REQUIREMENT:
Within the records, find every line that includes the word "hidden" and copy it.
### RECORDS PROVIDED
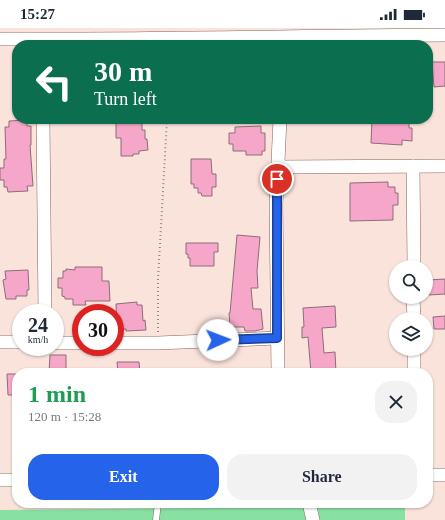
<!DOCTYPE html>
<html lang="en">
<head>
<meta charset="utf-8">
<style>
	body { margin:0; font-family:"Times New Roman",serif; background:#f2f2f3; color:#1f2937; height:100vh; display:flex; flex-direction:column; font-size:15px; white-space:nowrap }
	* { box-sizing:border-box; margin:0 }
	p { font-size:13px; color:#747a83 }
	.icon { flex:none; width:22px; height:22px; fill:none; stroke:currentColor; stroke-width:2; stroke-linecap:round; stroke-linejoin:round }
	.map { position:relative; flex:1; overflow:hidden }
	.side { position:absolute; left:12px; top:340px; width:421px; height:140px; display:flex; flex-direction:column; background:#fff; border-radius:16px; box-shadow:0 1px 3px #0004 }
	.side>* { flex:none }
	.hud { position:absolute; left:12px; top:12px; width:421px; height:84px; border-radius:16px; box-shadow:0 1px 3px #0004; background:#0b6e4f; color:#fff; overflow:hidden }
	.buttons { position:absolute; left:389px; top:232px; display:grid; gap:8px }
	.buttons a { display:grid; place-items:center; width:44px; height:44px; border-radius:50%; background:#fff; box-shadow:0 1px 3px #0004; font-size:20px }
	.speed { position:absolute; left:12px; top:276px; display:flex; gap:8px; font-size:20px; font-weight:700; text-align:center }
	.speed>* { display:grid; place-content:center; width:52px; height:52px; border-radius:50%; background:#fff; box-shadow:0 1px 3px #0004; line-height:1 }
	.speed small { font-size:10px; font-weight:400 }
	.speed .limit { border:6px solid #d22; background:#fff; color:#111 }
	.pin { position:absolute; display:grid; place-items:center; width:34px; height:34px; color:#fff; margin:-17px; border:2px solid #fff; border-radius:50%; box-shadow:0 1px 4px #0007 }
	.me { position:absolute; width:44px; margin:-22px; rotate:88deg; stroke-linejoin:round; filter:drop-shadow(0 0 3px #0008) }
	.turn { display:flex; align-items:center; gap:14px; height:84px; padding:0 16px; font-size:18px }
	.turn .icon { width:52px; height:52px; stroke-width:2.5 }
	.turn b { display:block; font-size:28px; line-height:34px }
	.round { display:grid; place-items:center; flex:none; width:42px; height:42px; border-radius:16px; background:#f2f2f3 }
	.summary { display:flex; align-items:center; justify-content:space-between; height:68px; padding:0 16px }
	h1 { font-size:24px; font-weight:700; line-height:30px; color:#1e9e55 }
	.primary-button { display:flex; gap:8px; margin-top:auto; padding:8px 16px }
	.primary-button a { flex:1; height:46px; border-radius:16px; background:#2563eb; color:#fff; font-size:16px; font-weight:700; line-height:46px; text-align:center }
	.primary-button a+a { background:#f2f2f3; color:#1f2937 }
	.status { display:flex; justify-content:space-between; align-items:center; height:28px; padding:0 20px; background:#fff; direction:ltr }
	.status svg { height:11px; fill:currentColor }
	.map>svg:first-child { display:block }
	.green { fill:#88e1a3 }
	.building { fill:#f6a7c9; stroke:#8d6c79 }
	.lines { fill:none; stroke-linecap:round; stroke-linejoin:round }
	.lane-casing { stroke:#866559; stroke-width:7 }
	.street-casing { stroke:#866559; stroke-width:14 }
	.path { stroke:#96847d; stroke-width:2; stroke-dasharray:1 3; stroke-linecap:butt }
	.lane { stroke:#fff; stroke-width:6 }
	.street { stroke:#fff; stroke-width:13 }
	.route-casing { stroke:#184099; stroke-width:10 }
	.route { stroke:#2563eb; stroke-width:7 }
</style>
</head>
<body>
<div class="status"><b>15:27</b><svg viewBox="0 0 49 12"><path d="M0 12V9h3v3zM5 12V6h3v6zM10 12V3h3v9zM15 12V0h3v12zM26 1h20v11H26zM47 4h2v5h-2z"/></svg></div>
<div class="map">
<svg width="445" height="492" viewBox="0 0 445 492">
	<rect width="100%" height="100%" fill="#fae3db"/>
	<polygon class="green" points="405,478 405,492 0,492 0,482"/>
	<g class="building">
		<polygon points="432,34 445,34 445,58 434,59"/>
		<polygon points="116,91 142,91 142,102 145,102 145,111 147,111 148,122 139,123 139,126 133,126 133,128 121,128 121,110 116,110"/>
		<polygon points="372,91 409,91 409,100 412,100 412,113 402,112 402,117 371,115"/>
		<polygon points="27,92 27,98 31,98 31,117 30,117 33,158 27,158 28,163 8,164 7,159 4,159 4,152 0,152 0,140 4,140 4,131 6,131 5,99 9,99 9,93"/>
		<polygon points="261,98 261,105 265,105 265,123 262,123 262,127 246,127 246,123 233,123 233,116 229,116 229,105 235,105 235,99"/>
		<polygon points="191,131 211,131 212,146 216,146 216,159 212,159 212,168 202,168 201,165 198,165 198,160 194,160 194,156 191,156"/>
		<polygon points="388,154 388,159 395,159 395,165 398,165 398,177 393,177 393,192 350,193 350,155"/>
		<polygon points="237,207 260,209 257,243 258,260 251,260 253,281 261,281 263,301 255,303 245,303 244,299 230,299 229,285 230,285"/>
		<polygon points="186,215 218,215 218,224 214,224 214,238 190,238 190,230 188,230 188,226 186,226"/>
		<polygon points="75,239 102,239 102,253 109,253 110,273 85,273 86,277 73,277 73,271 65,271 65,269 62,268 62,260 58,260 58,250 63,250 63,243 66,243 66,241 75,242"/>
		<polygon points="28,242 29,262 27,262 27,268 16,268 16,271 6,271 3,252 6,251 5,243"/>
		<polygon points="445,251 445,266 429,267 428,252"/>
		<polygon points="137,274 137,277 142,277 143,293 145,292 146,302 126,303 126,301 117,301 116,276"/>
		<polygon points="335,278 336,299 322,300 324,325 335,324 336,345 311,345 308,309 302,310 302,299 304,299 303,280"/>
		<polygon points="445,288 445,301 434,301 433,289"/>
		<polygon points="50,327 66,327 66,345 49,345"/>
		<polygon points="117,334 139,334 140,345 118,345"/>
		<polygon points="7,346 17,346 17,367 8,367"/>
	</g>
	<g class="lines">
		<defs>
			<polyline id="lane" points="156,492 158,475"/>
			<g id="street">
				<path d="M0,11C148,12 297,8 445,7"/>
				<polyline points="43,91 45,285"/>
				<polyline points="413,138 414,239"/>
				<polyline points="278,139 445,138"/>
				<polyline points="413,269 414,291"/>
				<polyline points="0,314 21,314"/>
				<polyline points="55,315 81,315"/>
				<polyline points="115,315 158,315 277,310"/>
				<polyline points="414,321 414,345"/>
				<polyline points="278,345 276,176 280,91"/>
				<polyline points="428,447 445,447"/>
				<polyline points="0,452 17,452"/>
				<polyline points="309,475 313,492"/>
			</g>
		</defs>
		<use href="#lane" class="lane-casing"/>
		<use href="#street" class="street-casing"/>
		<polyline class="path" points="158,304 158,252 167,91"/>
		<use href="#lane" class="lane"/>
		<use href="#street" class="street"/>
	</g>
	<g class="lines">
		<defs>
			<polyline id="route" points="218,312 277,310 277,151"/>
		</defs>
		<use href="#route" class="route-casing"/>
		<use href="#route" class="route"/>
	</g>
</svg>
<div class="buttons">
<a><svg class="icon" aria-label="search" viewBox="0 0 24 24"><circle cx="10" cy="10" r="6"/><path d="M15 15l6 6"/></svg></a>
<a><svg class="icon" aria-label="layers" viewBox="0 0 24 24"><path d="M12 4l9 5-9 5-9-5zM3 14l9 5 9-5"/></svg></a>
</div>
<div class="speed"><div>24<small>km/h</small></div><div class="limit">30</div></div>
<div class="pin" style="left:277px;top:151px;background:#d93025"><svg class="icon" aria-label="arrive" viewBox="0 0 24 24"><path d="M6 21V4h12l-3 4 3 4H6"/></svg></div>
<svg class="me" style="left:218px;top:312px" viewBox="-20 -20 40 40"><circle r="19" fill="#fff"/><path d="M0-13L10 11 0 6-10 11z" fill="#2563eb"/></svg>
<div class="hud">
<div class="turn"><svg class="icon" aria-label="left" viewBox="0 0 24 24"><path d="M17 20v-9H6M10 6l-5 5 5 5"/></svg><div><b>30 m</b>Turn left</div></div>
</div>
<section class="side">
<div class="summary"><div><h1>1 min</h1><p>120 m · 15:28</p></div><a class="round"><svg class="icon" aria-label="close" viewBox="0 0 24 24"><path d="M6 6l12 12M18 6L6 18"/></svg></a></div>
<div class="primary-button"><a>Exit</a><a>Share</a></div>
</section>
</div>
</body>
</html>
######
THE COMPLETED TASK:
	.map { position:relative; flex:1; overflow:hidden }
	.hud { position:absolute; left:12px; top:12px; width:421px; height:84px; border-radius:16px; box-shadow:0 1px 3px #0004; background:#0b6e4f; color:#fff; overflow:hidden }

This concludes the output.